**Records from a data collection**
——————

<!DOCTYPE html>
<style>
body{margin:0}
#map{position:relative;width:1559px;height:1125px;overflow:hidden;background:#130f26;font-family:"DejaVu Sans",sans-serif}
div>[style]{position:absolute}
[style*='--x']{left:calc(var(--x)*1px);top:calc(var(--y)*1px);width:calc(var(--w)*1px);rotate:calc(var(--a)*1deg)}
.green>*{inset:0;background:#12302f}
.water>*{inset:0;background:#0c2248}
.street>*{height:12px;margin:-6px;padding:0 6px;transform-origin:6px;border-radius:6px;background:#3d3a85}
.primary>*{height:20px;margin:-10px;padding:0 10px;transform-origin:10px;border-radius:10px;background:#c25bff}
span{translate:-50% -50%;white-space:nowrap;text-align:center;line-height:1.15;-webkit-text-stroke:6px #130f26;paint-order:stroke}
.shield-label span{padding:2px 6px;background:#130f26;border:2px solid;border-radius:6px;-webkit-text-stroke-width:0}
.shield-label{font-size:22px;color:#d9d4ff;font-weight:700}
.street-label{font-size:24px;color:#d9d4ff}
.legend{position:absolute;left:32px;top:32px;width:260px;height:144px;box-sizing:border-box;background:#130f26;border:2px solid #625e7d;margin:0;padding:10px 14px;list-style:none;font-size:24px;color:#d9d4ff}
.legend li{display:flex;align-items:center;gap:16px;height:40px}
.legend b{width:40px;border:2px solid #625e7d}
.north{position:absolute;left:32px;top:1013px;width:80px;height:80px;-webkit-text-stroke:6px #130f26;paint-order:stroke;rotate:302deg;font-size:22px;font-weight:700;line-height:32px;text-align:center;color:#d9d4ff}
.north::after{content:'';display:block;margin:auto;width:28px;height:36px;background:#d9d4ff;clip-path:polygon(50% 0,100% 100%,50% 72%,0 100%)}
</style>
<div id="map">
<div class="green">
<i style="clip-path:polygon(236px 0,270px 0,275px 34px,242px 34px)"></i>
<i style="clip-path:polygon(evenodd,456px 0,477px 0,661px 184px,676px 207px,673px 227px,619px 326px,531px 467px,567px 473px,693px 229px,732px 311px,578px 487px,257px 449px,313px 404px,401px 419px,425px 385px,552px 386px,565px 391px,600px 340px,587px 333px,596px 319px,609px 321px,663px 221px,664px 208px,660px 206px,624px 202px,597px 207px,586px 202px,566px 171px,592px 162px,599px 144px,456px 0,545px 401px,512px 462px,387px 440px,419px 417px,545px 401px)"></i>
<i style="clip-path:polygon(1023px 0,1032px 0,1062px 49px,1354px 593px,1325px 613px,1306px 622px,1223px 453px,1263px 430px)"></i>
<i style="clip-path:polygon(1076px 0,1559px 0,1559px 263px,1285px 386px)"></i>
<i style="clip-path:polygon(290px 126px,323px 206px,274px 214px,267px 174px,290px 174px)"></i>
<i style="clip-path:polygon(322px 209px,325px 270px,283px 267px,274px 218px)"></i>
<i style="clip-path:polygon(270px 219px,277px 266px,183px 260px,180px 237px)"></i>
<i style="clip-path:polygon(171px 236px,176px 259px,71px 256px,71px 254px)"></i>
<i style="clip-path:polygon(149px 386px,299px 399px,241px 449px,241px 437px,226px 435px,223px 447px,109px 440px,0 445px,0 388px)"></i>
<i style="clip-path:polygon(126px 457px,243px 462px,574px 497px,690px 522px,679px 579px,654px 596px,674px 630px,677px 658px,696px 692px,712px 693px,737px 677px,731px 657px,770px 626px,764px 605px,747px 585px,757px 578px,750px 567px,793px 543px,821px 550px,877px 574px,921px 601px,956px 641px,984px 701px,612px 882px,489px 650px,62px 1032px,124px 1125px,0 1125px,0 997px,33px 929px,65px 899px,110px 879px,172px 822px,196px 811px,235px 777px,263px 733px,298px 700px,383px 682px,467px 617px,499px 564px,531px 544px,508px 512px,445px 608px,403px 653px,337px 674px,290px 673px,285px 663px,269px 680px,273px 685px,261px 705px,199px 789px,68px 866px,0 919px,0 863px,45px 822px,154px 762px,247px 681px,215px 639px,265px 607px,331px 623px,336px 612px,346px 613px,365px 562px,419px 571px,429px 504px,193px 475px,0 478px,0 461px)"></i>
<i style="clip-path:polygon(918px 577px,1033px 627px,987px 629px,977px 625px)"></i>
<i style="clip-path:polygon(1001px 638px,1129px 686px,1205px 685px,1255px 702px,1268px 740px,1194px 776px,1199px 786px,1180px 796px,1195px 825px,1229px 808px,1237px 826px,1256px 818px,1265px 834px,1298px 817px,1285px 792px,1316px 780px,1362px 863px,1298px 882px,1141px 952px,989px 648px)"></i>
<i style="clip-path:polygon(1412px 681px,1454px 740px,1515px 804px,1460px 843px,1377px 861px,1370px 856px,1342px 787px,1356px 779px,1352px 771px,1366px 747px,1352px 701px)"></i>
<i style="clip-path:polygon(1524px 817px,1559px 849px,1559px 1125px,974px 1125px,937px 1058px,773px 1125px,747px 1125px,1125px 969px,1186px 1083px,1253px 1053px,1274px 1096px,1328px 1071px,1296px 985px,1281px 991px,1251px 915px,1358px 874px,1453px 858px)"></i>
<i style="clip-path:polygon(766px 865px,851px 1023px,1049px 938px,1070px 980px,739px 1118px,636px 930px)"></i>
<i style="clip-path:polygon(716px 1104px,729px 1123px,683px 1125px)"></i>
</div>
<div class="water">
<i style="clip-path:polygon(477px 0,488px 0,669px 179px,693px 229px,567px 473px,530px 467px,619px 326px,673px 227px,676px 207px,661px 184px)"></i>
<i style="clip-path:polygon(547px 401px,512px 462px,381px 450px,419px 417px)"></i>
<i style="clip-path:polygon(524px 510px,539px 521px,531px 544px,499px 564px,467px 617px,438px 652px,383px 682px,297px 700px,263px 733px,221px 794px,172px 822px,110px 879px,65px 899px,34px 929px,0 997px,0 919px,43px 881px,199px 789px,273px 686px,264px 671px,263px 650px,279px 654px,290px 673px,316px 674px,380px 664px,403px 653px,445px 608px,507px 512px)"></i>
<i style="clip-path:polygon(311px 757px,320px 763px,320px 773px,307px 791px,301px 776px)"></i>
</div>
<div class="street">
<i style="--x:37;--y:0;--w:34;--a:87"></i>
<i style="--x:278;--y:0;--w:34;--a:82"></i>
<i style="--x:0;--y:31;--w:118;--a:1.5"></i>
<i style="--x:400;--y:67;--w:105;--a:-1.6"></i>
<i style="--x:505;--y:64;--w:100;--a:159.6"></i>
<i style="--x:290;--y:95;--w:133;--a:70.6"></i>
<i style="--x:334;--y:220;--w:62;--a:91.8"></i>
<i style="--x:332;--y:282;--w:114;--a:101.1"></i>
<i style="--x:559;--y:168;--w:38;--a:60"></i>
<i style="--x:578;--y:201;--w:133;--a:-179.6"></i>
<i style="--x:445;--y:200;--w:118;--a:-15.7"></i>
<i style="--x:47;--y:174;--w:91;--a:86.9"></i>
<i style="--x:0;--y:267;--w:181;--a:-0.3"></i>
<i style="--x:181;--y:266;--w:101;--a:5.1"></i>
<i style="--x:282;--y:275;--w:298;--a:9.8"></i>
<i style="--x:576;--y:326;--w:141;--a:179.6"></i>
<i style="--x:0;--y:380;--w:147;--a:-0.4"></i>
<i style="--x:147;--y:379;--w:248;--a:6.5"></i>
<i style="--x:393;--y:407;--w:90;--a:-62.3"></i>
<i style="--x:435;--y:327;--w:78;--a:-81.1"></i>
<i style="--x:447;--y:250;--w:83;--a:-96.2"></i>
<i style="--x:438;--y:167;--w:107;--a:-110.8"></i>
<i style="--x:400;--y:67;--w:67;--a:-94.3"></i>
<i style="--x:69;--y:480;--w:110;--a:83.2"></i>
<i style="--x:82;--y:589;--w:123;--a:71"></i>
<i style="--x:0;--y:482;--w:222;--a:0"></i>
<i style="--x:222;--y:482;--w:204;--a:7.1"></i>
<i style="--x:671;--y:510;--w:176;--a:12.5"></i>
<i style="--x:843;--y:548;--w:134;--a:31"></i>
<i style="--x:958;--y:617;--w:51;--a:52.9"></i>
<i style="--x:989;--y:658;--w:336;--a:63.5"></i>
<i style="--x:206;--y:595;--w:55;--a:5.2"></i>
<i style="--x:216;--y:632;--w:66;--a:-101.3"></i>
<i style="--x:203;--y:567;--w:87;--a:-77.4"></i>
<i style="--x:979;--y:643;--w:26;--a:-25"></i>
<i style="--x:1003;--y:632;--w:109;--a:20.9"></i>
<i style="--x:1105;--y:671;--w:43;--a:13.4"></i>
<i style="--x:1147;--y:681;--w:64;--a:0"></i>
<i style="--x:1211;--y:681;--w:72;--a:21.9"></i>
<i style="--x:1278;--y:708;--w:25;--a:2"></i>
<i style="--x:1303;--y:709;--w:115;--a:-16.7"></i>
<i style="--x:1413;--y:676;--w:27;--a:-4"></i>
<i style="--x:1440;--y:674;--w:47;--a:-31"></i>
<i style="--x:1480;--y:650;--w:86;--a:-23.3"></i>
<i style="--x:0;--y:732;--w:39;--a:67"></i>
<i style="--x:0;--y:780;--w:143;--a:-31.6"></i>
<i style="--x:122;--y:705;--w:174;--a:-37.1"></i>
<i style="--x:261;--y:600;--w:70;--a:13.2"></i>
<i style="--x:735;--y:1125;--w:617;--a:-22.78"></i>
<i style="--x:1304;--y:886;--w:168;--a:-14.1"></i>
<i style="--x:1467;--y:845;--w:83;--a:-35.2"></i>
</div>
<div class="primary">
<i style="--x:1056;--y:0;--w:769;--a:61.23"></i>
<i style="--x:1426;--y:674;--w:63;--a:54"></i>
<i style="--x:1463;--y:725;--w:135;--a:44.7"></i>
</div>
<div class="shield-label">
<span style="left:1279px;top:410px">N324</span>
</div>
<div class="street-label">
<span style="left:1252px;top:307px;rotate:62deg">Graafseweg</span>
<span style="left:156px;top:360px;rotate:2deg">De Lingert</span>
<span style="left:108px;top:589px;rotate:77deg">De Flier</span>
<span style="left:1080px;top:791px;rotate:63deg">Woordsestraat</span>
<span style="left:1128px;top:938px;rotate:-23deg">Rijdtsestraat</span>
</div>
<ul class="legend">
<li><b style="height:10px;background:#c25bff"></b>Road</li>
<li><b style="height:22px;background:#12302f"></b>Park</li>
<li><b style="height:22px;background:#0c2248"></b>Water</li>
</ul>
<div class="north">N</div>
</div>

——————

**Exercise aim**
Search each line of the data above for "inset", and copy the lines where it occurs.

**Your response**
.green>*{inset:0;background:#12302f}
.water>*{inset:0;background:#0c2248}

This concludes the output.